Sir Walter Scott: The Black Dwarf (1816)
The Black Dwarf was published as the first volume of the first series of Tales of My Landlord; the other three were occupied by Old Mortality. Scott doubted if the Black Dwarf material was up to scratch, allowed a friendly reader to confirm his own suspicions, and so brought the curtain down more quickly than he'd originally planned. Here the classic Scott gear-change is more jarring than thrilling.
This, at any rate, is Scott's account of the matter in the final paragraph of his 1830 Introduction. But the Edinburgh University Library page gives a different impression. According to this page the ending was rushed because Scott was being pressured by his new publishers Blackwood and Murray. It also seems to suggest that the original plan for Tales of My Landlord was four one-volume tales. That could be reconciled with Scott's own account only if this plan was a short-lived idea that was already on the scrapheap by the time Scott was composing the The Black Dwarf.
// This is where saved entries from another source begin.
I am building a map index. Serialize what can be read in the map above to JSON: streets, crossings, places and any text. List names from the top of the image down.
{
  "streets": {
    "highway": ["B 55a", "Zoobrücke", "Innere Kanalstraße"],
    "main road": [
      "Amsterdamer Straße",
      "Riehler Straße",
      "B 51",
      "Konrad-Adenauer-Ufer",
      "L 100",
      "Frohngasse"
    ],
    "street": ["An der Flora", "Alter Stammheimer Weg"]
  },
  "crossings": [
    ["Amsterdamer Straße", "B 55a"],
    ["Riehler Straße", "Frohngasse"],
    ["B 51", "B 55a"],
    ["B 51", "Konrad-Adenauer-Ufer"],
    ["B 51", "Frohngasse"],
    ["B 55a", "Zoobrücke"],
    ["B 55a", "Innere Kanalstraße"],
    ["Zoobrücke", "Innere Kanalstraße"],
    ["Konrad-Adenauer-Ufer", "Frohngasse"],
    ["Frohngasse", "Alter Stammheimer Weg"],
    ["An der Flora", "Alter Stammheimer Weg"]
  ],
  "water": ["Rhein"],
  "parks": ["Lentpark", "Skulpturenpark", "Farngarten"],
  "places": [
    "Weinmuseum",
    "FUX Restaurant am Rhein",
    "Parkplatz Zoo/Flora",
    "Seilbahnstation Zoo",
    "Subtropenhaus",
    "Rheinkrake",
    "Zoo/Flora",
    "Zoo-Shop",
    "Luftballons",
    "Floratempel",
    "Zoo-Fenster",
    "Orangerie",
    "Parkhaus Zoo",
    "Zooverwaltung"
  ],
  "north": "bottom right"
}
Anyway, Old Mortality was surely conceived on spacious lines from the first.
The main deficiency that Scott talks about is the Black Dwarf himself, and certainly this static creation (Note 1) doesn't convince as a realistic portrait. Nevertheless I'm sure that Scott's insights into the anguish of being cursed with a monstrous appearance must have influenced the young Mary Shelley, who was just starting to write Frankenstein when The Black Dwarf appeared*.
Besides the deficiencies of the lead character, the book has a perfunctory insurrection (how unlike the one in Old Mortality!) and a double kidnap that incomprehensibly fizzles out. So reading the book is more a matter of salvaging lovely details than committing to the tale as a whole. But the details are worth your trouble. This is Scott in 1816, after all!